ENTRIES SHOWN -
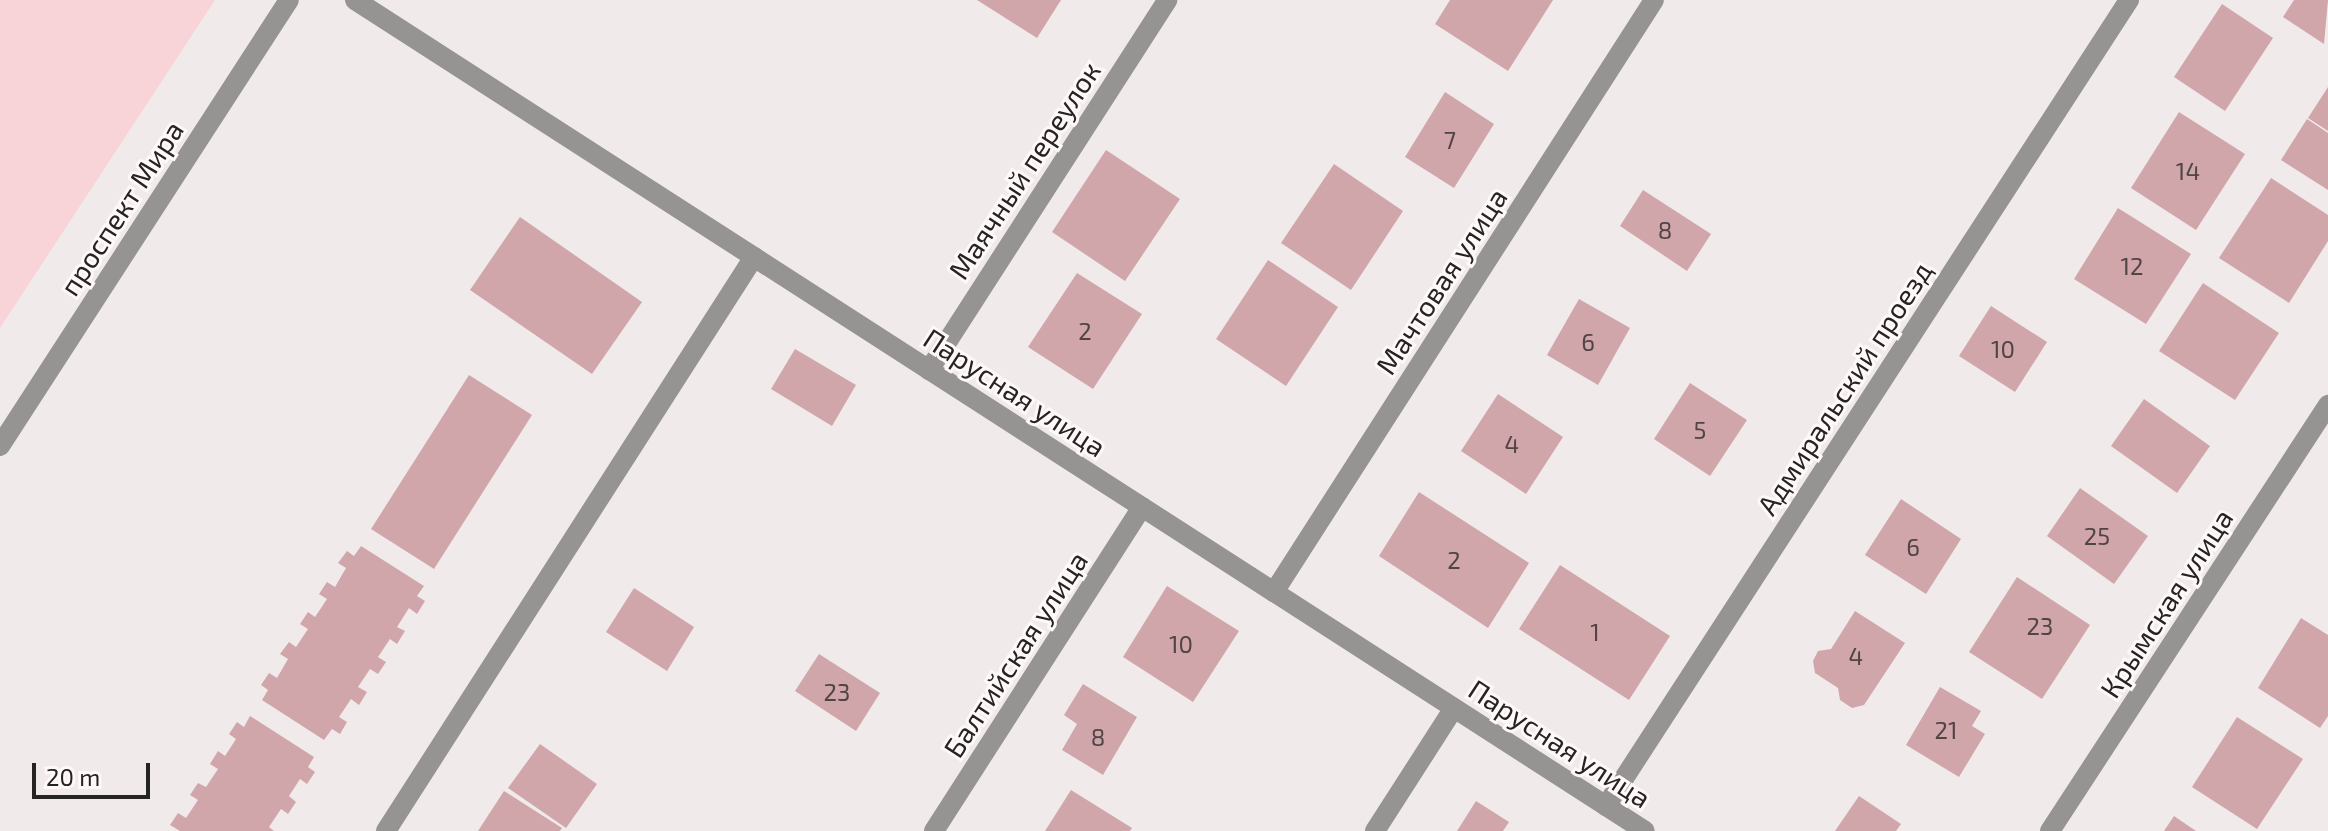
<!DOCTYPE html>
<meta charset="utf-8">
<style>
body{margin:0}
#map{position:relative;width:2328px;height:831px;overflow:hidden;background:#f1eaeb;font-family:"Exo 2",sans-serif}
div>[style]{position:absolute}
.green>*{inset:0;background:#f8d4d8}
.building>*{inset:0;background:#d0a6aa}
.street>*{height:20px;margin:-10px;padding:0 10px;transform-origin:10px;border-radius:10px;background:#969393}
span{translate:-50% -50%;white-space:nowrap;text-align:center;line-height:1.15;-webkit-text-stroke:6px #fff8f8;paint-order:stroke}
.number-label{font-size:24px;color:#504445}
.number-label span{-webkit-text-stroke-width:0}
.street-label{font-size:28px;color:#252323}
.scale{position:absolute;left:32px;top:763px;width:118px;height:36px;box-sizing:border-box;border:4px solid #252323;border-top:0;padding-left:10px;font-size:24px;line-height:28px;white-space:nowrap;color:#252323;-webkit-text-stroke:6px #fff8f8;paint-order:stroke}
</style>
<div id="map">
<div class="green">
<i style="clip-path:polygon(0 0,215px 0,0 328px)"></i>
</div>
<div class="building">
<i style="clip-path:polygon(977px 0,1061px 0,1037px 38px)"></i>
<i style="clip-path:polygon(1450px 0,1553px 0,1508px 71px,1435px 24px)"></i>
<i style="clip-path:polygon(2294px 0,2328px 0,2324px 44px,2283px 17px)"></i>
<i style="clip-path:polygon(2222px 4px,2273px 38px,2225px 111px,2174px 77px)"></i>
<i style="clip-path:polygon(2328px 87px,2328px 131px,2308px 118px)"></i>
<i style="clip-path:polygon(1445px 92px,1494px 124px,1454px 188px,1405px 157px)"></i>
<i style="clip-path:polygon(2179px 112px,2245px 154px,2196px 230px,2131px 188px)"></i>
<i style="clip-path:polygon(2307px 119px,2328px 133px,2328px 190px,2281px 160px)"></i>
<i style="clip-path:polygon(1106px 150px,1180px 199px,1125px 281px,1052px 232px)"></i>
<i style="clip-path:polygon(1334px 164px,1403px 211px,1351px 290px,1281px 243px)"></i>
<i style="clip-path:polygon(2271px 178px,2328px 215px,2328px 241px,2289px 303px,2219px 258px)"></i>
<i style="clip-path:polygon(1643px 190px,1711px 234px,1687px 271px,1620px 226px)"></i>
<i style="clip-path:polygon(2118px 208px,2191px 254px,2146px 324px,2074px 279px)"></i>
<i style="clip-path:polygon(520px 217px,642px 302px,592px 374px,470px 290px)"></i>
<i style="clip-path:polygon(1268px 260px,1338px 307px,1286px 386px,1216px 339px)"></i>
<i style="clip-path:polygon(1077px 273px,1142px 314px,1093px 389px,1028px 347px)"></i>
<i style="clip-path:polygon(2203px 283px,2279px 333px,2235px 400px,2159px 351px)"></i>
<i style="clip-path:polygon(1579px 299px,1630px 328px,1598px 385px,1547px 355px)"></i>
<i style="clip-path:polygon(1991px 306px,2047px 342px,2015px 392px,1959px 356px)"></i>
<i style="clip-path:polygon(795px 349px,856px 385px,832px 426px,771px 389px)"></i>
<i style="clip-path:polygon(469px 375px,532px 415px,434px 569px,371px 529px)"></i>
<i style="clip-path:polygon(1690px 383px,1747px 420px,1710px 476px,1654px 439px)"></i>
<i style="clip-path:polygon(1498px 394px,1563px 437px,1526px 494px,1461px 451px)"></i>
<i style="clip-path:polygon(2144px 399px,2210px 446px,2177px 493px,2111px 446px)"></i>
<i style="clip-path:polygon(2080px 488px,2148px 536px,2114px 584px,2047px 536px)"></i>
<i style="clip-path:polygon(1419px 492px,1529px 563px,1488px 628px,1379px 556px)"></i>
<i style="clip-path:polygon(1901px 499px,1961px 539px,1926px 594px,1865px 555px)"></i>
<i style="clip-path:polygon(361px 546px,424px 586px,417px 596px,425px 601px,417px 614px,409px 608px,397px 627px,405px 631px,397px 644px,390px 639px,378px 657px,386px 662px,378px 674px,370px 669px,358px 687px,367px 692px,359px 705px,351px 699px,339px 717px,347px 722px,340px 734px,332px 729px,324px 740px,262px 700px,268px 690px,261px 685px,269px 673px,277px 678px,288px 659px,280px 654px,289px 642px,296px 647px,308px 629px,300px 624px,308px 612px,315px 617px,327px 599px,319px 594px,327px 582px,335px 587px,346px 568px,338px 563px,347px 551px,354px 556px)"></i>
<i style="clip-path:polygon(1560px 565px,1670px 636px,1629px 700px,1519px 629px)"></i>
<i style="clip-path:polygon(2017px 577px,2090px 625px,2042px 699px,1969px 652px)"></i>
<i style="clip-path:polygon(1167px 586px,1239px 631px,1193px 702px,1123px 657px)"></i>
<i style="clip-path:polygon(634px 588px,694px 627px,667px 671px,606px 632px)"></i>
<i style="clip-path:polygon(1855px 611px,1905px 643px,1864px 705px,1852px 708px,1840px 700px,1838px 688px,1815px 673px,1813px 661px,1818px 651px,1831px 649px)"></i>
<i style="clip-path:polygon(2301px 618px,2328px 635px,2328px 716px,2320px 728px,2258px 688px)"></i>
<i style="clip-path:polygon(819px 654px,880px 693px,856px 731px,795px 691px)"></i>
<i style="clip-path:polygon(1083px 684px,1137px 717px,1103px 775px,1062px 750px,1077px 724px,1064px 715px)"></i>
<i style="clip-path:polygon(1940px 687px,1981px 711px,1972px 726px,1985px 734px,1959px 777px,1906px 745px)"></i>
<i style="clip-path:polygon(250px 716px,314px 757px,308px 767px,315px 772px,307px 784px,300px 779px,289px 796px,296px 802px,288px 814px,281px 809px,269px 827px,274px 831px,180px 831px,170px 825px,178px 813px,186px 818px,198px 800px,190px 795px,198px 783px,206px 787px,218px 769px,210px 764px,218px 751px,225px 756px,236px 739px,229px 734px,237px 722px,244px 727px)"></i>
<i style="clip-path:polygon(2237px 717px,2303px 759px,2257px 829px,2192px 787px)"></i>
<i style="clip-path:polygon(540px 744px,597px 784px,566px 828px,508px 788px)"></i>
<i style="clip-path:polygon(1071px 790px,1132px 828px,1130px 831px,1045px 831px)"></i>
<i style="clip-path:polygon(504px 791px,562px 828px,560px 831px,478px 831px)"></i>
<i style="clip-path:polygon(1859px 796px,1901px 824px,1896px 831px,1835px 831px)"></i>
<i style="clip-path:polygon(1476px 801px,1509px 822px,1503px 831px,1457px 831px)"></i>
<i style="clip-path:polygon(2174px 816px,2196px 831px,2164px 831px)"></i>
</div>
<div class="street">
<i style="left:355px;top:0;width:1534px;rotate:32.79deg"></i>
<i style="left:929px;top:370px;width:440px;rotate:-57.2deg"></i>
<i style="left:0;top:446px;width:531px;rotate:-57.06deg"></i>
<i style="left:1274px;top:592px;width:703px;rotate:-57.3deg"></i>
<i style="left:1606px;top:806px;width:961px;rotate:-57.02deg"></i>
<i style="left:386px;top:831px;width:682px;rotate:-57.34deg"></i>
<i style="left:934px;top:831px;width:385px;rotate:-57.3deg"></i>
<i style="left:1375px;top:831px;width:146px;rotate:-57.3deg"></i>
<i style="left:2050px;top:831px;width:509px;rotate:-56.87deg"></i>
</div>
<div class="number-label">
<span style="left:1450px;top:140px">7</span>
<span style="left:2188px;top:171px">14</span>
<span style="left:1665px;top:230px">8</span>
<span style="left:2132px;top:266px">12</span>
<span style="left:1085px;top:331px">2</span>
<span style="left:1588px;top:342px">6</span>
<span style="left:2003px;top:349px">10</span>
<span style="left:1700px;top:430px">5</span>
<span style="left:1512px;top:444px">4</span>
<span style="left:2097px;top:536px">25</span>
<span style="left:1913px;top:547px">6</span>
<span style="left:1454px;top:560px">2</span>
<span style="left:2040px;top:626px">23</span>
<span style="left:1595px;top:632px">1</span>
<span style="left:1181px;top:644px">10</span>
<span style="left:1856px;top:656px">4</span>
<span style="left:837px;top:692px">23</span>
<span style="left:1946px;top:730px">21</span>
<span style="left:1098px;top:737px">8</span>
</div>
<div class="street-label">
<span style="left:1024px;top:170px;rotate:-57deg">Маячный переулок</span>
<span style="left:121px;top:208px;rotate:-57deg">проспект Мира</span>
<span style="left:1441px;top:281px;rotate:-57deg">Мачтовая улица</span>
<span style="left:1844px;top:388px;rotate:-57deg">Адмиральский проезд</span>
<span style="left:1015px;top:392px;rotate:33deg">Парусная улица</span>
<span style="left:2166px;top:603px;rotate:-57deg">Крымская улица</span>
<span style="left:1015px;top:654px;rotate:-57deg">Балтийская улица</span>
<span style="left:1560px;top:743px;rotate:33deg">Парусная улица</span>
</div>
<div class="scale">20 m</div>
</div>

--

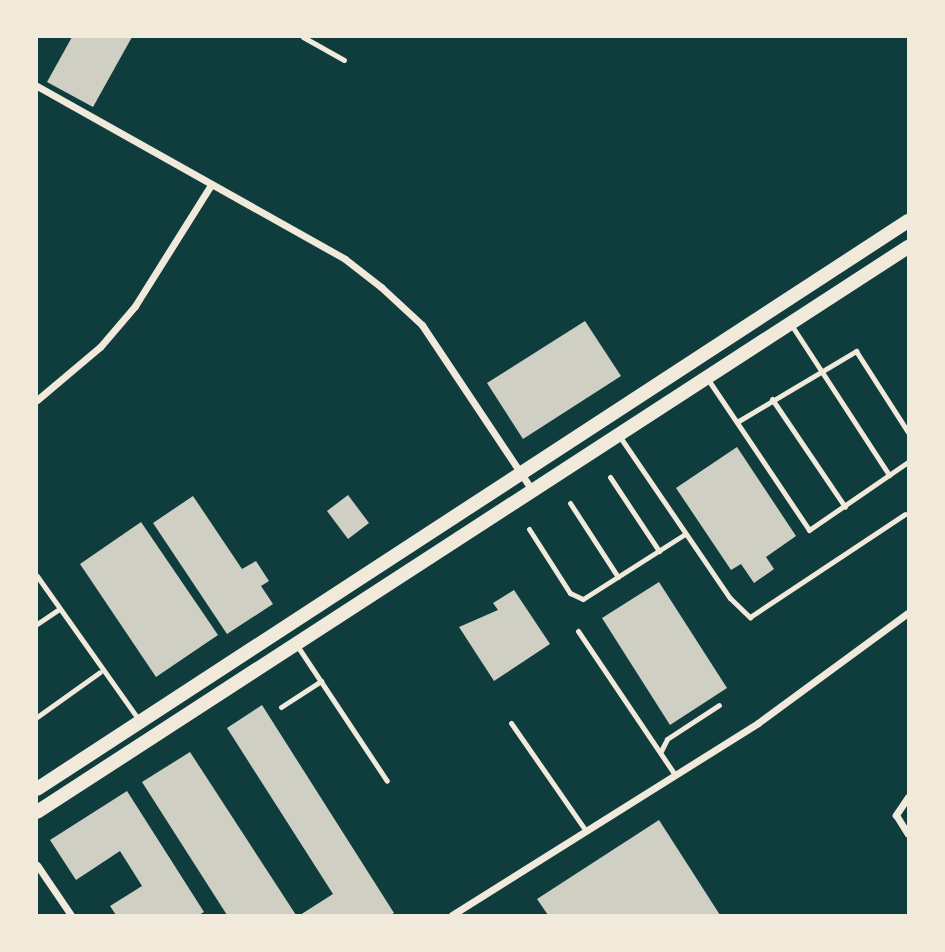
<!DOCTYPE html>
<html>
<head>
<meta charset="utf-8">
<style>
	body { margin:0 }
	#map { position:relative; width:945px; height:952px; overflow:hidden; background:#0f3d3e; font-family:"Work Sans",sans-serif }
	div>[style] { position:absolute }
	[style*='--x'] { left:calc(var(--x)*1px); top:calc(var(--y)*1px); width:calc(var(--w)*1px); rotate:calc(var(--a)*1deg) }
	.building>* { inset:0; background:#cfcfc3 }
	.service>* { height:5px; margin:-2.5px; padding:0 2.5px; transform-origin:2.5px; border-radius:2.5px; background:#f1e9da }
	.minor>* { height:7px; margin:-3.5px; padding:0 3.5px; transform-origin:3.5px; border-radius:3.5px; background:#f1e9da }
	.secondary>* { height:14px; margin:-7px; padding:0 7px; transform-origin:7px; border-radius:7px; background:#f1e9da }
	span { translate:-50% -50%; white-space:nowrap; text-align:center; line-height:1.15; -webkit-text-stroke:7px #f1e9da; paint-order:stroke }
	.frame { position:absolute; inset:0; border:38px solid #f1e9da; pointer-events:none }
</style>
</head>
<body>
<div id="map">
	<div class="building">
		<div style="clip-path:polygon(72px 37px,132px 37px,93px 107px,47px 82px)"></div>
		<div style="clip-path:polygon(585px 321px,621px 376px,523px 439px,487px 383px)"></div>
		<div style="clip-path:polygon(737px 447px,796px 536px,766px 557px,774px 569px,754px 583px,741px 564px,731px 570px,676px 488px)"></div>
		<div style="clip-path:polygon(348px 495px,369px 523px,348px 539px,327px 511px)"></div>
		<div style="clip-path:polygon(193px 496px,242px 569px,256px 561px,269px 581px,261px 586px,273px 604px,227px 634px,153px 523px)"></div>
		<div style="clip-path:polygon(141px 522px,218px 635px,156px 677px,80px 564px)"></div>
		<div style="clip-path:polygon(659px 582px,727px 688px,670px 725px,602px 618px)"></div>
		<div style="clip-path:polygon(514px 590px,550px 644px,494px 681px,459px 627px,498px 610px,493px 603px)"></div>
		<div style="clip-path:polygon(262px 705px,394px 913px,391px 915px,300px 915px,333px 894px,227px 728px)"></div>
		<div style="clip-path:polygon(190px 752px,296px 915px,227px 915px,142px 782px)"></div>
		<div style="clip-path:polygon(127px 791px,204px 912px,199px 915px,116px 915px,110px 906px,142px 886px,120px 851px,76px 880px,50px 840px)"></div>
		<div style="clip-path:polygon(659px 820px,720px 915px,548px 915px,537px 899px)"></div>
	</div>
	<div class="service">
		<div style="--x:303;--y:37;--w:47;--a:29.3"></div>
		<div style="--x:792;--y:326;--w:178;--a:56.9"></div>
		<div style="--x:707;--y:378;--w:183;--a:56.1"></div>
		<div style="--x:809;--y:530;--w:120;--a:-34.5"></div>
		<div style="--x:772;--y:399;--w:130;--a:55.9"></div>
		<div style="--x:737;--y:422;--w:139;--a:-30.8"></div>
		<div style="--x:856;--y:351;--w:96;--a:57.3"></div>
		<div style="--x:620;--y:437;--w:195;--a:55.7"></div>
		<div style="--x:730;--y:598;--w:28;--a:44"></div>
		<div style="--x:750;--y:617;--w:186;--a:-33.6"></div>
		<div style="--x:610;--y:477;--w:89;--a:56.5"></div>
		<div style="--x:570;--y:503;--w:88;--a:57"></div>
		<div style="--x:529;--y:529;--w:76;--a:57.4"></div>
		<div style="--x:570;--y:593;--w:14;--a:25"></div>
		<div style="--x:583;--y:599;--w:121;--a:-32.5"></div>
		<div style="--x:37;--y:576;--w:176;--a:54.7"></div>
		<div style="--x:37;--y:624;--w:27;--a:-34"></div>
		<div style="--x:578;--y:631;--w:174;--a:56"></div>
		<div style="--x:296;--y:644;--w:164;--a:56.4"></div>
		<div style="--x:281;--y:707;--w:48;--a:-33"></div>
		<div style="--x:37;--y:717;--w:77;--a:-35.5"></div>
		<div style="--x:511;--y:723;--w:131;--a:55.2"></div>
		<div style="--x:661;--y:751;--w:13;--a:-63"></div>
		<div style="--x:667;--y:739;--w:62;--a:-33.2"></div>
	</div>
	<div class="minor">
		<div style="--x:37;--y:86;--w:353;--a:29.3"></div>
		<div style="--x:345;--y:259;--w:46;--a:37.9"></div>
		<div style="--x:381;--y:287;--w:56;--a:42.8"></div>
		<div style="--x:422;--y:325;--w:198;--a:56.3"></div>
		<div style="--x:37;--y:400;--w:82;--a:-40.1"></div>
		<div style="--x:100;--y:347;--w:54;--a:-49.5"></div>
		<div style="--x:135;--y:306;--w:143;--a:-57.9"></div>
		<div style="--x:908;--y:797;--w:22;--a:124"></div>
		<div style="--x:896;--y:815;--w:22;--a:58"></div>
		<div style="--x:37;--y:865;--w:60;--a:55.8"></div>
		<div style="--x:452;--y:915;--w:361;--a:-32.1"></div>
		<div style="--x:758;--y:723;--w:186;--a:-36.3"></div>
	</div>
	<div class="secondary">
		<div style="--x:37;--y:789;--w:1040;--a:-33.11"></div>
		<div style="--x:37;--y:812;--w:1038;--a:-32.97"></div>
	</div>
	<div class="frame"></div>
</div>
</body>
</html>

EXERCISE DETAILS - State how many lines of the listing above include the word "overflow". Give nothing but the number.

RESULT OF THIS EXERCISE - 2